Exemption for Bank Capitalization
By way of an order dated September 12, 2016, the Securities and Exchange Board of India (“SEBI”) granted an exemption to the capitalization of Syndicate Bank (the target) whereby the Government of India (being the controlling shareholder of the target) was dispensed with any obligation to make a mandatory offer to the minority shareholders on account of an increase in the Government’s stake in the target by way of a creeping acquisition.
On April 1, 2016, the Government of India held 65.17% shares in Syndicate Bank. On May 5, 2016, the Government subscribed to additional shares in the target that increased its shareholding to 69.32%. No mandatory offer was required as the acquisition was within the 5% creeping acquisition threshold for controlling shareholders as prescribed in regulation 3(2) of the Takeover Regulations. Now, however, the Government intends to subscribe to additional shares in order to increase its stake to 72.92%. This would constitute an increase of the Government’s stake by more than the 5% creeping acquisition threshold for the current financial year as prescribed in regulation 3(2). Hence, the target preferred an application to SEBI for exempting the Government from the open offer requirements.
SEBI granted an exemption order permitting the Government to acquire shares beyond the 5% creeping acquisition threshold without making an open offer to the minority shareholders. This is essentially because the Government’s acquisition is part of its effort to capitalize all public sector banks to comply with the Basel III norms.
Proposal for Exemption for Distressed Companies
A report in today’s Economic Times indicates that the lending community in India has approached SEBI seeking an addition exemption to enable companies that are in distress to be taken over by potential acquirers thereby resulting in a change of control and management. Currently, the Takeover Regulations permit banks, financial institutions or other secured lenders to convert their loans into equity shares of their listed borrowers without attracting the mandatory open offer requirements. This is by virtue of an automatic exemption under regulation 10(1)(i) of the SEBI Takeover Regulations, a provision that was inserted in May 2015. That only allows for conversion of loans into equity by the lenders, but it does not permit others to take over management of distressed targets. This perceived gap is sought to be filled through the proposal that is before SEBI.
If enacted, the new exemption would allow potential investors to take over the management of distressed companies without making an open offer. This will enhance the possibility of recovery by banks of their monies lent to the target. It will also enable outside investors to take over distressed companies, and infuse funds to turn around the business, rather than to spend monies on providing exit opportunities to minority shareholders through the open offer.

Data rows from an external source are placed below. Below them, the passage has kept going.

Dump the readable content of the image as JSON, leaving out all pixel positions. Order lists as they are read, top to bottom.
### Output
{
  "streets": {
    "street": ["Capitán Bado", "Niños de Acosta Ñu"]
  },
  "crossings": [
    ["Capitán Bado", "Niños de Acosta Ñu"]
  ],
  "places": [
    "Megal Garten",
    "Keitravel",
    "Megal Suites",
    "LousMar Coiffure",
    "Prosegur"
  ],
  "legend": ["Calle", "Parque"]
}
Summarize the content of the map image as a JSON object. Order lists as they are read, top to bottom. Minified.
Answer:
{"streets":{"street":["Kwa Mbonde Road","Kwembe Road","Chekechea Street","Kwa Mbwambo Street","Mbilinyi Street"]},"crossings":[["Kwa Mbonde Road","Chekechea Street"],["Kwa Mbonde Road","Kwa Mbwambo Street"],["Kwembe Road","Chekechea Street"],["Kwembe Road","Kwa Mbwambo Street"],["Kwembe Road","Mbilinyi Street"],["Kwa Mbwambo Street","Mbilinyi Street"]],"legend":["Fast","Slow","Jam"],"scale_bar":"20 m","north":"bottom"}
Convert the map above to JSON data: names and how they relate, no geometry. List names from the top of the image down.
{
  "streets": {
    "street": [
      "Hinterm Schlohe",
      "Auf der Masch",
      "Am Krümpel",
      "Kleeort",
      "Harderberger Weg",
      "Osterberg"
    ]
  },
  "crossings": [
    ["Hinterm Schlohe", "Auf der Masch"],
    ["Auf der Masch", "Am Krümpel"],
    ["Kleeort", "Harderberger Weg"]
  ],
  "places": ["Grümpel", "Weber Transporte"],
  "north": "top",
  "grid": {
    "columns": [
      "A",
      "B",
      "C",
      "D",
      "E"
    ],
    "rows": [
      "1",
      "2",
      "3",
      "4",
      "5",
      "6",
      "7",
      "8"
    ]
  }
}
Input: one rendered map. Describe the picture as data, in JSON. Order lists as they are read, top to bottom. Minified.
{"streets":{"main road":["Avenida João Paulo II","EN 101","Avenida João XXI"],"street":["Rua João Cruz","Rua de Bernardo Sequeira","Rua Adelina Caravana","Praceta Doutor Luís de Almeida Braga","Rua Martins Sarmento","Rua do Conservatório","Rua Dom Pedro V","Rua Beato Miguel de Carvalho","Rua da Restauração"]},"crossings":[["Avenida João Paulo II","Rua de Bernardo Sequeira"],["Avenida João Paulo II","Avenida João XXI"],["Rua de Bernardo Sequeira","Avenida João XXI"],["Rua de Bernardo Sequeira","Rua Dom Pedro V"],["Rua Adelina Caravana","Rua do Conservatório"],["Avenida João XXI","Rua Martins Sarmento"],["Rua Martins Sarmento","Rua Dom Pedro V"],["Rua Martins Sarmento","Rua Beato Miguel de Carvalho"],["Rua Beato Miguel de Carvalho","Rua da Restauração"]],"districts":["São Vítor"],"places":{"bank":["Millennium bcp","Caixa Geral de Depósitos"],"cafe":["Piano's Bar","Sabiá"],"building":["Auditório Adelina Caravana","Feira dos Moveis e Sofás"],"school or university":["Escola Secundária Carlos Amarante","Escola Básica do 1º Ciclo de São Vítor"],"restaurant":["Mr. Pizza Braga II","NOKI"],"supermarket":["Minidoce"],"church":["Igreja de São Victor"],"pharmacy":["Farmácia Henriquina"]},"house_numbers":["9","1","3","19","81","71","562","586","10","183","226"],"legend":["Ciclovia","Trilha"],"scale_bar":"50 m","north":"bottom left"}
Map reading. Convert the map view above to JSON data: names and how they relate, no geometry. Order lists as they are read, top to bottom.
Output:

This may also have the effect of addressing minority concerns, as they may be better off remaining in the company with a higher chance of enjoying value in due course, as opposed to facing an open offer at relative low prices given the distressed situation faced by the targets.
Although such a mechanism would increase the prospects of recover for distressed companies, it remains to be seen as to what conditions SEBI will impose even if it does decide to introduce the exemption that the lending community has sought for.